*YOUR INSTRUCTIONS:* Report each line of the entries that contains the word "tools", copied in full.

**** RECORDED INFORMATION

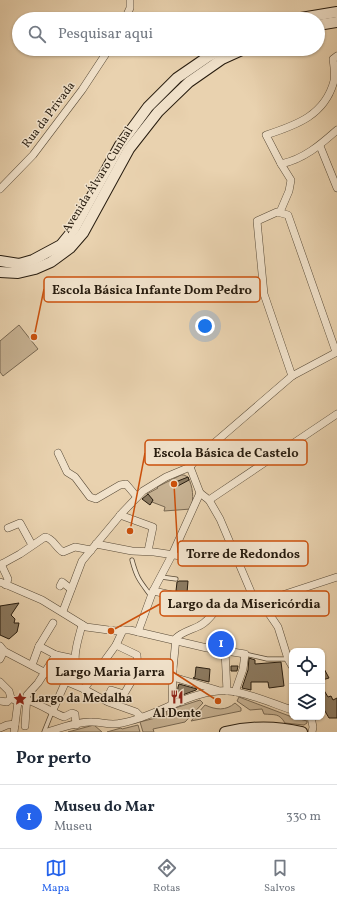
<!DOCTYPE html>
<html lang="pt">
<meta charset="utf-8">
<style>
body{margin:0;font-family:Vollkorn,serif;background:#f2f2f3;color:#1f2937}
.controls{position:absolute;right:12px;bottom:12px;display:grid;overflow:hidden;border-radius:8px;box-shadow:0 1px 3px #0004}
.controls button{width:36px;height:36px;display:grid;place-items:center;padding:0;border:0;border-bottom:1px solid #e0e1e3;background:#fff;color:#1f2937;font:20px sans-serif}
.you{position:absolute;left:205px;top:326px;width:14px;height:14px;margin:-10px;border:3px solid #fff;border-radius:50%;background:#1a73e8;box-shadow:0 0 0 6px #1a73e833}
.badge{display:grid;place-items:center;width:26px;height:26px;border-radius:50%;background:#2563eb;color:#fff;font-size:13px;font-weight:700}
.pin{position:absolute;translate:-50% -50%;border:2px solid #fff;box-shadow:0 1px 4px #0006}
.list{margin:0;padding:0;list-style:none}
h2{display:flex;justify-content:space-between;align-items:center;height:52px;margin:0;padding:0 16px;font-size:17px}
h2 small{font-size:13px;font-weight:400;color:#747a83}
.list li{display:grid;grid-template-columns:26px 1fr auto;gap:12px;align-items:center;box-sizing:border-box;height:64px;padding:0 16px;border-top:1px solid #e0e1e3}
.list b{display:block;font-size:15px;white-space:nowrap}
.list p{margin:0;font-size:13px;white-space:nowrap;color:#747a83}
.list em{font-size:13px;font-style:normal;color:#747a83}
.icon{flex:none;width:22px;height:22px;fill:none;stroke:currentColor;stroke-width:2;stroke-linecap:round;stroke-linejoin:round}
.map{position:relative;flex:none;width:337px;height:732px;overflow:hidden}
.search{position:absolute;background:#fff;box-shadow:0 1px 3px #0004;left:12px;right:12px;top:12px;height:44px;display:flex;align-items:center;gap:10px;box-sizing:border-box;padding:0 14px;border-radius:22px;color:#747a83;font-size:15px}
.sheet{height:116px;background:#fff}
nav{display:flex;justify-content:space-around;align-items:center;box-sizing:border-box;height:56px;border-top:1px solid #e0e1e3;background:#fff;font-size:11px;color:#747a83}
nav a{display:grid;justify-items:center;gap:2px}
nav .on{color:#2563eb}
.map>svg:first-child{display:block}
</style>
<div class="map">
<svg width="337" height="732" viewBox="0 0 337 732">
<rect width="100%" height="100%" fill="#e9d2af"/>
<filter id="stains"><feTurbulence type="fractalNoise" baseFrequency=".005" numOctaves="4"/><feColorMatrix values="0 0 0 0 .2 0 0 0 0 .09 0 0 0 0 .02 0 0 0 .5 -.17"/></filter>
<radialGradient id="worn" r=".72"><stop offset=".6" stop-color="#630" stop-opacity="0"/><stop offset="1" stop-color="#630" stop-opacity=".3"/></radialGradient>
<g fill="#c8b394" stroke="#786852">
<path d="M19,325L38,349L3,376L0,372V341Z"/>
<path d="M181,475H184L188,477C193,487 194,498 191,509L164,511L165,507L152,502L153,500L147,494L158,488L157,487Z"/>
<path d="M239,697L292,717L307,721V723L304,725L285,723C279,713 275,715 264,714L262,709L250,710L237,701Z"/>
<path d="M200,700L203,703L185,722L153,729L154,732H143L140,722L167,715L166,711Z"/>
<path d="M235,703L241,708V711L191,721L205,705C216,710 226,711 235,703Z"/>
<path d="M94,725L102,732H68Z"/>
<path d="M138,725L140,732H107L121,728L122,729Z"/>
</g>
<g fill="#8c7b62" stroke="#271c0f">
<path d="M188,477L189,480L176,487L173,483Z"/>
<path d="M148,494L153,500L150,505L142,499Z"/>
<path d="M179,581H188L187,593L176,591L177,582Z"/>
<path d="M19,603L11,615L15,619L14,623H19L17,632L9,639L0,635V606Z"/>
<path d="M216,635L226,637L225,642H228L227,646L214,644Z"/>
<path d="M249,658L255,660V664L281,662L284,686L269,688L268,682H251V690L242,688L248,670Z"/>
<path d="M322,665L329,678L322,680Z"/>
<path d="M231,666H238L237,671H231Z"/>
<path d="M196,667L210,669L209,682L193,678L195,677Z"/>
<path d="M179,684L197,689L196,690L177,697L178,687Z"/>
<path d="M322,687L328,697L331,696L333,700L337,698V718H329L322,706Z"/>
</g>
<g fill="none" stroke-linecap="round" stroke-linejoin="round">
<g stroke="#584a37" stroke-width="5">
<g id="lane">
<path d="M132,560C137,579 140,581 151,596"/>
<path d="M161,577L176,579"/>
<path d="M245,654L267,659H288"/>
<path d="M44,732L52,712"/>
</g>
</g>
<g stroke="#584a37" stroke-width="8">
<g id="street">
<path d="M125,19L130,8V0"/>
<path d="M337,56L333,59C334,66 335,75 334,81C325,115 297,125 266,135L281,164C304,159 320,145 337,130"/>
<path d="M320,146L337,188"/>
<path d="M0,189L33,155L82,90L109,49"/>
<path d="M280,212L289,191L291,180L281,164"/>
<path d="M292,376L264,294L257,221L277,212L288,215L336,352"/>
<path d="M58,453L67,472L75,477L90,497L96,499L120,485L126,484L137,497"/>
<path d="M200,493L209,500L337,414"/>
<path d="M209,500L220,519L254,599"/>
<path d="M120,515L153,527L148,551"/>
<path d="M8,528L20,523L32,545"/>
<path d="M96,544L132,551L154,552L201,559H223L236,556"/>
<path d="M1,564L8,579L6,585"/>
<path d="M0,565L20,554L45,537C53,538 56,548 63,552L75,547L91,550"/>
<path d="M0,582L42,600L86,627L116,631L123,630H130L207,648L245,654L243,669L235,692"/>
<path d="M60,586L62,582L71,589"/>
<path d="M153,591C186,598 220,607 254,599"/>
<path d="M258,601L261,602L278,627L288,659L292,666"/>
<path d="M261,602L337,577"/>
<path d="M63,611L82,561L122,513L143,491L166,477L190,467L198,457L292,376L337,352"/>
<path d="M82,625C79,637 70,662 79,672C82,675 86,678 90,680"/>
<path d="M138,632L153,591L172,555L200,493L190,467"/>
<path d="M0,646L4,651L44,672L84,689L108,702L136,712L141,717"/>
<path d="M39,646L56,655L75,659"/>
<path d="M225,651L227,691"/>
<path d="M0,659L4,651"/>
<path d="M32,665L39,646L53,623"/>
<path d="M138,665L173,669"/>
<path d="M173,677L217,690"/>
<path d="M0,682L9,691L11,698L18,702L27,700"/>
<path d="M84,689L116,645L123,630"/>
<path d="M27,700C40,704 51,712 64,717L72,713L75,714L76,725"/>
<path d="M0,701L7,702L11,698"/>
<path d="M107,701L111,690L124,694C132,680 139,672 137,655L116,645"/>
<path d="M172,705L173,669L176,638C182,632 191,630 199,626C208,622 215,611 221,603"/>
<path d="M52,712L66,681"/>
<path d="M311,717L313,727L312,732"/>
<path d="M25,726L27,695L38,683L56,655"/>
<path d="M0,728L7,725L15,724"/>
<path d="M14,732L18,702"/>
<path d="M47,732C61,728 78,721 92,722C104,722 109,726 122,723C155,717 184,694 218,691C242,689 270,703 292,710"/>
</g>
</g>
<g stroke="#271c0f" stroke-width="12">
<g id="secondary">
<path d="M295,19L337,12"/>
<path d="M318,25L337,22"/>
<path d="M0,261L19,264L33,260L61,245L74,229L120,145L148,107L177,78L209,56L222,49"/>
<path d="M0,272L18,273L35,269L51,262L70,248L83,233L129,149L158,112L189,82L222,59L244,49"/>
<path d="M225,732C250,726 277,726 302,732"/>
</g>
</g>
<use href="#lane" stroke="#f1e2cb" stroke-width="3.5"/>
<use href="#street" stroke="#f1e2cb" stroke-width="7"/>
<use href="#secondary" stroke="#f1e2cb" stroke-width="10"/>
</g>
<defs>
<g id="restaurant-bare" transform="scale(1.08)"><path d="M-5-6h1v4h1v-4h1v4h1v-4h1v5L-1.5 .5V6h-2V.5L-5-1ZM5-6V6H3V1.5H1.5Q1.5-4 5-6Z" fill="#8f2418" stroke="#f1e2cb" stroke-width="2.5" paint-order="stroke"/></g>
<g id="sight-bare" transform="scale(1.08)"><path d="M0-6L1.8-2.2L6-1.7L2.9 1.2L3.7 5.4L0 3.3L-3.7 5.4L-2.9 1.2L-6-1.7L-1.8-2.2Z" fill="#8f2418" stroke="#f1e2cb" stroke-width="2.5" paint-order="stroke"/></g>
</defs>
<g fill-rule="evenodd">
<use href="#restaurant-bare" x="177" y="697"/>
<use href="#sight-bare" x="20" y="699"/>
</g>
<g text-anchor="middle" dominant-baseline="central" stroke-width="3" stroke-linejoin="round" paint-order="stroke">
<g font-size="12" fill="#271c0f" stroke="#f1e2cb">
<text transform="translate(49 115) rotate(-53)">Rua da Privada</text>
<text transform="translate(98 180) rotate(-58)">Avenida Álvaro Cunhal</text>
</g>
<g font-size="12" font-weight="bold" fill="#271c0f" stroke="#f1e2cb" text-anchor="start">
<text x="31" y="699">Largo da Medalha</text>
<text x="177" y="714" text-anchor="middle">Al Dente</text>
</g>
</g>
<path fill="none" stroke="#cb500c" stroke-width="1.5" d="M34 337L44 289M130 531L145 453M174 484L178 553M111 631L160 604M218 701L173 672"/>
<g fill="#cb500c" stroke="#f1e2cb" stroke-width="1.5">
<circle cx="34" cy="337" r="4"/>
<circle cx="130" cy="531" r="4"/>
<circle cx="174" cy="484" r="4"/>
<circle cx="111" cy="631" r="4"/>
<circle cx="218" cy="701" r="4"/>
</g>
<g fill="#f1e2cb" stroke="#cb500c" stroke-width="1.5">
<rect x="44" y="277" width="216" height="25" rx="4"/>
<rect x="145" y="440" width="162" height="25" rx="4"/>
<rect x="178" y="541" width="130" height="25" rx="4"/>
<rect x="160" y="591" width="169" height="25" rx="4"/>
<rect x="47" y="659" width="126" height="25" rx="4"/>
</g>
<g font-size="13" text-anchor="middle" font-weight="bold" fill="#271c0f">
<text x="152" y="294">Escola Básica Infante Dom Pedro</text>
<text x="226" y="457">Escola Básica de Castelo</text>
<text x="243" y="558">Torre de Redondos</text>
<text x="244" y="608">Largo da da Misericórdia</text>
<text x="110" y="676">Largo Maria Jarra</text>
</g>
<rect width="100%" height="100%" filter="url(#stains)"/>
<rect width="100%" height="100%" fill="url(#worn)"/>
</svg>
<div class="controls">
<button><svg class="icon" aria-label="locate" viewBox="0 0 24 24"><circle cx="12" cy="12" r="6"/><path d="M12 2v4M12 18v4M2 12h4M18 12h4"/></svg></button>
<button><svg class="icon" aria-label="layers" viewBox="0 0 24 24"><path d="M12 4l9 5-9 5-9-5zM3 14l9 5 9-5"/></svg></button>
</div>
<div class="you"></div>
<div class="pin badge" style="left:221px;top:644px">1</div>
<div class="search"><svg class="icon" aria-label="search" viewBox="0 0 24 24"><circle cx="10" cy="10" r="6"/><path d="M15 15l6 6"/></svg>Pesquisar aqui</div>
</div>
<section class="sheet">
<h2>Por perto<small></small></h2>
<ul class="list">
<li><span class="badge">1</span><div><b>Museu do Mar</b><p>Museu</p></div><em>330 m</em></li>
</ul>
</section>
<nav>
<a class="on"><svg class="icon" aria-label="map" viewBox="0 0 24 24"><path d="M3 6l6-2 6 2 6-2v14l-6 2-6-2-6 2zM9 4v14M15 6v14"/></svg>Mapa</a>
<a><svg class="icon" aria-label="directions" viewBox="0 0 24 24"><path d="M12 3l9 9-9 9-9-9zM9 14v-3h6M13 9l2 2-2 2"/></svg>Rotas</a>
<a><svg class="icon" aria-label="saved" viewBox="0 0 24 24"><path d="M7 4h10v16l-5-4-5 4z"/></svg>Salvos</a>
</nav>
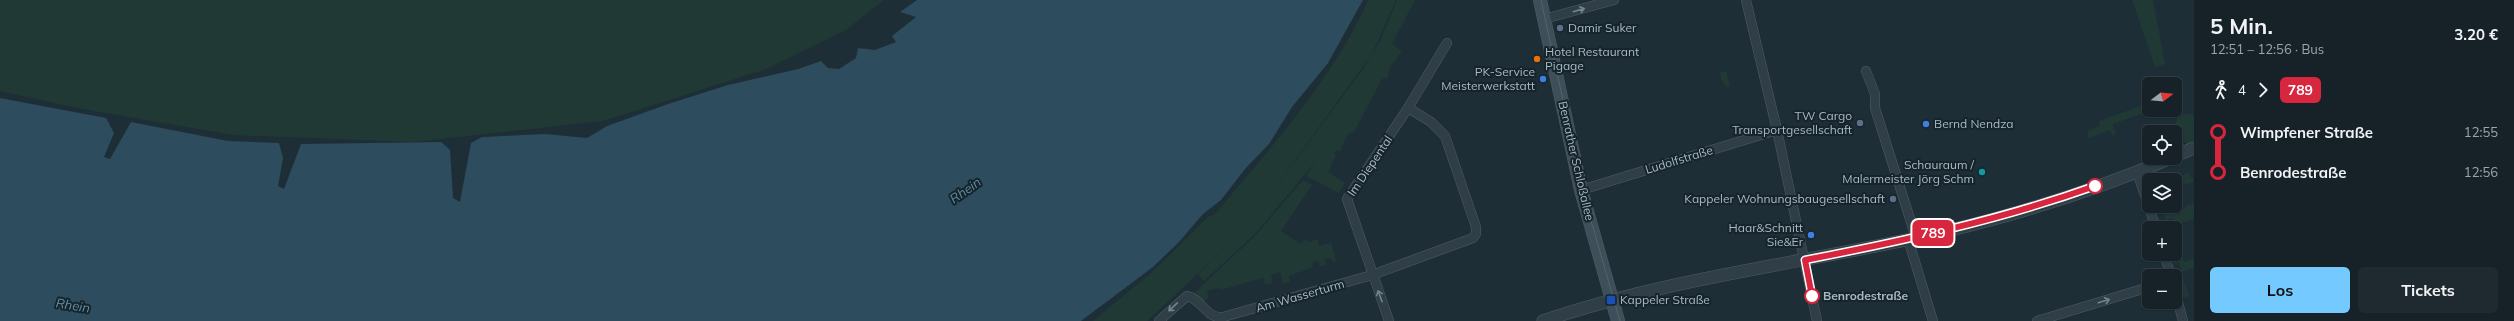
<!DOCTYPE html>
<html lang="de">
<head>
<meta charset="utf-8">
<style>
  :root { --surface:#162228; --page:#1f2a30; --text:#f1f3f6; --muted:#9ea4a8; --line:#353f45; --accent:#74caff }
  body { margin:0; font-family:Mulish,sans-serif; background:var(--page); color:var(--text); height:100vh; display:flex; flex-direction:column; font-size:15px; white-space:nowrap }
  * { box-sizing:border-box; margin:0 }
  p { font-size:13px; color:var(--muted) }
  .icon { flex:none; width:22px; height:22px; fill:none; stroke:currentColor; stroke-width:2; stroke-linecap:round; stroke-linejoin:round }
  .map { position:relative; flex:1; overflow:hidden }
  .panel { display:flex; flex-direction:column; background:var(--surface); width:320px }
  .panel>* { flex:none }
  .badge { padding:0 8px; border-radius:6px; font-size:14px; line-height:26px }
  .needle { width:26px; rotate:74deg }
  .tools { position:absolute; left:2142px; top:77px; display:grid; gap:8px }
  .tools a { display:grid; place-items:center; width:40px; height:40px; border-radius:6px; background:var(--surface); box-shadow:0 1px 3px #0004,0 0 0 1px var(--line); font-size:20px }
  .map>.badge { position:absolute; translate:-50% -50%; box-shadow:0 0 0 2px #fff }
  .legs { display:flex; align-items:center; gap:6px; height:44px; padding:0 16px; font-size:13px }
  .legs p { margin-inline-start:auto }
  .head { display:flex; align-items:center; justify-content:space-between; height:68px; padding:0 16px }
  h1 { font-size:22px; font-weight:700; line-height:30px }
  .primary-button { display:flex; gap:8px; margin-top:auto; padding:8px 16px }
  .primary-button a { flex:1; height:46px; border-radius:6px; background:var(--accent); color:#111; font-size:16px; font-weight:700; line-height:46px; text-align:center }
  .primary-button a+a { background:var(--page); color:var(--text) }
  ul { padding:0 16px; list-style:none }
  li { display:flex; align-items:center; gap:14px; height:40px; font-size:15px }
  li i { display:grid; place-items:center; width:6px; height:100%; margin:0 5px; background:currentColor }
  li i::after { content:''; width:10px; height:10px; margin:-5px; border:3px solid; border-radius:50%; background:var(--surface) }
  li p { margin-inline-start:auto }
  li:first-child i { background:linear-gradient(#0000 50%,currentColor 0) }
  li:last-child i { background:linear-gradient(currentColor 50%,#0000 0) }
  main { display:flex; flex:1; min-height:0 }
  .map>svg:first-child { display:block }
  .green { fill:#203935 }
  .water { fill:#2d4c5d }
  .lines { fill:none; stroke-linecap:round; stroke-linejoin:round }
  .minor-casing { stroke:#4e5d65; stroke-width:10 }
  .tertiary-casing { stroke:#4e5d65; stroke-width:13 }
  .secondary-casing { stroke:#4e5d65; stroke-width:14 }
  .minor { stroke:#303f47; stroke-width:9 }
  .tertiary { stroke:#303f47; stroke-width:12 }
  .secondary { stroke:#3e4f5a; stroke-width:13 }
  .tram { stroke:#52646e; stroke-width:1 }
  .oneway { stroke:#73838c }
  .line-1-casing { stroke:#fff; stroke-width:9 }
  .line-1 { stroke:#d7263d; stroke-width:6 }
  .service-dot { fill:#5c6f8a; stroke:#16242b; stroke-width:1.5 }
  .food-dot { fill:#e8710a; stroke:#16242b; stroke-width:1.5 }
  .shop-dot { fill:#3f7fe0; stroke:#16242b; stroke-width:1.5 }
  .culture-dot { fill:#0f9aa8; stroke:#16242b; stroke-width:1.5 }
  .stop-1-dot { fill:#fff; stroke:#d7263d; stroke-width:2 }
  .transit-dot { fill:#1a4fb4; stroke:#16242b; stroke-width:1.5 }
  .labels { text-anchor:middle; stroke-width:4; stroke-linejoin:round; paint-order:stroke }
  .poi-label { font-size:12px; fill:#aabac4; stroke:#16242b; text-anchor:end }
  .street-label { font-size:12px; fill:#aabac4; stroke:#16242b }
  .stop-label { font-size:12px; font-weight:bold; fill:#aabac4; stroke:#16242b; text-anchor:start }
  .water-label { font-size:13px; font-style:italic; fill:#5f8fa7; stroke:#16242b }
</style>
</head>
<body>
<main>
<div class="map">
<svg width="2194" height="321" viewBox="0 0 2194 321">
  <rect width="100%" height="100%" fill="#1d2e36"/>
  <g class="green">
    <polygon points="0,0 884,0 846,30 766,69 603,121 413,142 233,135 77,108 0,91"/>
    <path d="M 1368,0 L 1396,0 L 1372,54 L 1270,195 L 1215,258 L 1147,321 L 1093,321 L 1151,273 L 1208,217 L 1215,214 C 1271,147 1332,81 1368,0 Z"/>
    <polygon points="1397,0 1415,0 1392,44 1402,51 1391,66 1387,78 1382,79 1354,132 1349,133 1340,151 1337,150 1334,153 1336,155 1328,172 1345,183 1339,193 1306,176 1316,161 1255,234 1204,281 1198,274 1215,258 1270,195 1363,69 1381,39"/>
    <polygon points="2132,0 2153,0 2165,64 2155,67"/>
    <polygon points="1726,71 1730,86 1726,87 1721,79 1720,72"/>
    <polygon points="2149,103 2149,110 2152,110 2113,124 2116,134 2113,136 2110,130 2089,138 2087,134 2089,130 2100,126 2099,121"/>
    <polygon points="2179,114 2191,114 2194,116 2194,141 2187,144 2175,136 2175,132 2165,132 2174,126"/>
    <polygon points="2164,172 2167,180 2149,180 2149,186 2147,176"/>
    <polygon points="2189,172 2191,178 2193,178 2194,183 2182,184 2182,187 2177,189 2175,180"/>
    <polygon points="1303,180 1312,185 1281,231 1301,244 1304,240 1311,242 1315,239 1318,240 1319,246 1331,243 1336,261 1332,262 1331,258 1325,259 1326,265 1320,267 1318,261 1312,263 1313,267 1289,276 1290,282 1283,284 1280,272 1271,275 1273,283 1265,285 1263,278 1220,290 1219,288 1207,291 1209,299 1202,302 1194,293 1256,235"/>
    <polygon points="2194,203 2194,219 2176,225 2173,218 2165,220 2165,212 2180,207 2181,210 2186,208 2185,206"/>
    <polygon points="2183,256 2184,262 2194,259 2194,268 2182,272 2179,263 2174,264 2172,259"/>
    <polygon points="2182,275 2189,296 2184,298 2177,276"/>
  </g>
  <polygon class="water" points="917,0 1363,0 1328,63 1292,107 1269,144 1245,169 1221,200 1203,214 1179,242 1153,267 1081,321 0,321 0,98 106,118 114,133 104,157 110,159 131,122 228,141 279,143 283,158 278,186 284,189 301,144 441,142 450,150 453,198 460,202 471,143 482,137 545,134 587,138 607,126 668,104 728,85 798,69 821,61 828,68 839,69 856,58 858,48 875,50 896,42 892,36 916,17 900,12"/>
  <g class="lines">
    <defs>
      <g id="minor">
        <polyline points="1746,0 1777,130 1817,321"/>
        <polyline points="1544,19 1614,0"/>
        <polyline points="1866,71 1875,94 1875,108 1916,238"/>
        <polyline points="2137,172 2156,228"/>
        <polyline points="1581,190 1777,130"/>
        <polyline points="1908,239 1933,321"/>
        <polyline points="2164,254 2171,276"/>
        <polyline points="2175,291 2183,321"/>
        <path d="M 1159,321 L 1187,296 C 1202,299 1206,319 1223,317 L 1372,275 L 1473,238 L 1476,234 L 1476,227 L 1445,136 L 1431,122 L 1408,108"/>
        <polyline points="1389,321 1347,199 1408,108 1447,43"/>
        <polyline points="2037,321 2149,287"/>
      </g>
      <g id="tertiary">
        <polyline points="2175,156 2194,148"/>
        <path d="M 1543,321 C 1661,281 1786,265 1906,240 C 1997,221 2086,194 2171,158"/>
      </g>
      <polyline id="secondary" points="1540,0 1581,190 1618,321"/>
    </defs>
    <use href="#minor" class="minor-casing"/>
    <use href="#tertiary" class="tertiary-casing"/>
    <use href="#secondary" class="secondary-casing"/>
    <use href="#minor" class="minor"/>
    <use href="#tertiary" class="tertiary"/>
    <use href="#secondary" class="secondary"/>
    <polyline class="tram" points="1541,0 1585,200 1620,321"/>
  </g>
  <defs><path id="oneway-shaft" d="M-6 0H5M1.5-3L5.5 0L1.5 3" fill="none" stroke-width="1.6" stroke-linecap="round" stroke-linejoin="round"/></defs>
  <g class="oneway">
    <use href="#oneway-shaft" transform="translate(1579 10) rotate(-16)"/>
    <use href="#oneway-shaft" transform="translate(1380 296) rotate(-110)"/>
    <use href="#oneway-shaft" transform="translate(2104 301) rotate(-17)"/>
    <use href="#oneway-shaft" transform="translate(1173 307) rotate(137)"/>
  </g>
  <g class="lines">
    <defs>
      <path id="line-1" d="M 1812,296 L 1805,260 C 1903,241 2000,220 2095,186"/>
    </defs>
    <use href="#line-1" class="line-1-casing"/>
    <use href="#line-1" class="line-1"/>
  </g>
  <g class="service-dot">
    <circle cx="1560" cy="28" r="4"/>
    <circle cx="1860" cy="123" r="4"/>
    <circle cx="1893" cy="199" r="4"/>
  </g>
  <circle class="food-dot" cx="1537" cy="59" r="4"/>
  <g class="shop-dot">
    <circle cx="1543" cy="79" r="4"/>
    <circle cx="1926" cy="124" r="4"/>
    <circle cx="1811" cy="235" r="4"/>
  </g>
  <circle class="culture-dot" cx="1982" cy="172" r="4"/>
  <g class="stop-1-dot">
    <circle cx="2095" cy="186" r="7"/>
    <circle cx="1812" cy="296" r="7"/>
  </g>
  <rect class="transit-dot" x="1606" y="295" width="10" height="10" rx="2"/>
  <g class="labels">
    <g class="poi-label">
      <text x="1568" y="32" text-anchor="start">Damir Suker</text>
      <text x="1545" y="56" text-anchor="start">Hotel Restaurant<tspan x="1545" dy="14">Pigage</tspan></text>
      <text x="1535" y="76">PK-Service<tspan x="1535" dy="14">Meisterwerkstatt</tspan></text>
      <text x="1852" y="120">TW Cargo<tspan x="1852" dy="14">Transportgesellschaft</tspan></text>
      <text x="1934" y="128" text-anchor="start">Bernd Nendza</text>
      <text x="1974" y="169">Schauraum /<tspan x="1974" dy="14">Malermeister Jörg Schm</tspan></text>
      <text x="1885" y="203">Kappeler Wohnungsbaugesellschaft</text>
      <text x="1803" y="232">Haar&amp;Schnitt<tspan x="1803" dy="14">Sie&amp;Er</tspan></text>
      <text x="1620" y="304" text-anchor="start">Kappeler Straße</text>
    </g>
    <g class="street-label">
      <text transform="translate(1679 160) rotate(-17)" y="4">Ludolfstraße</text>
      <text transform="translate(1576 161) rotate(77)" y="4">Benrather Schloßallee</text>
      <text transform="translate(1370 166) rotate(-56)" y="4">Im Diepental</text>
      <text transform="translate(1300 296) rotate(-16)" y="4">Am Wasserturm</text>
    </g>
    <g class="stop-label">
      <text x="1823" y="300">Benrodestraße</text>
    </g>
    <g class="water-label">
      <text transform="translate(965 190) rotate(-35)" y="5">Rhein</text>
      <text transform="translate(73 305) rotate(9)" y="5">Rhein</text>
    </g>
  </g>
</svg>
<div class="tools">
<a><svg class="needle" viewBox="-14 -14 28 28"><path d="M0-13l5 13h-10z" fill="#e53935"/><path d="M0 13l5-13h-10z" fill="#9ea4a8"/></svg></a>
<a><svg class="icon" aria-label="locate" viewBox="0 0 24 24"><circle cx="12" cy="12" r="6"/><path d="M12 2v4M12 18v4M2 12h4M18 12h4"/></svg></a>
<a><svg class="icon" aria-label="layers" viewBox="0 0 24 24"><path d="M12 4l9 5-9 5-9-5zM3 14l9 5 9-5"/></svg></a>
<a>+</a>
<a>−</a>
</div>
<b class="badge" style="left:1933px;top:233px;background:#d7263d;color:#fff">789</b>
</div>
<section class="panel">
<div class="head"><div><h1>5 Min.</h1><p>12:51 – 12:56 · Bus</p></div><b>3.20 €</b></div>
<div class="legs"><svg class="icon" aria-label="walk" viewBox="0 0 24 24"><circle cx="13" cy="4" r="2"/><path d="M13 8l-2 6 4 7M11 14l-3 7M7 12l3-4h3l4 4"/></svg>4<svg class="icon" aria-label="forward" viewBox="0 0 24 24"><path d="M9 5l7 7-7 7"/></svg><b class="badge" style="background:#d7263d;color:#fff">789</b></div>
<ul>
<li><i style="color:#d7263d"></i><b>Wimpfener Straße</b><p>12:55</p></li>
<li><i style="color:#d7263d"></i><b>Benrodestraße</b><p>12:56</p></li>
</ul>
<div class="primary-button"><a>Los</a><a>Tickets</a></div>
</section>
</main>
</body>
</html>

********

*REPLY:*
  .tools { position:absolute; left:2142px; top:77px; display:grid; gap:8px }
  .tools a { display:grid; place-items:center; width:40px; height:40px; border-radius:6px; background:var(--surface); box-shadow:0 1px 3px #0004,0 0 0 1px var(--line); font-size:20px }
<div class="tools">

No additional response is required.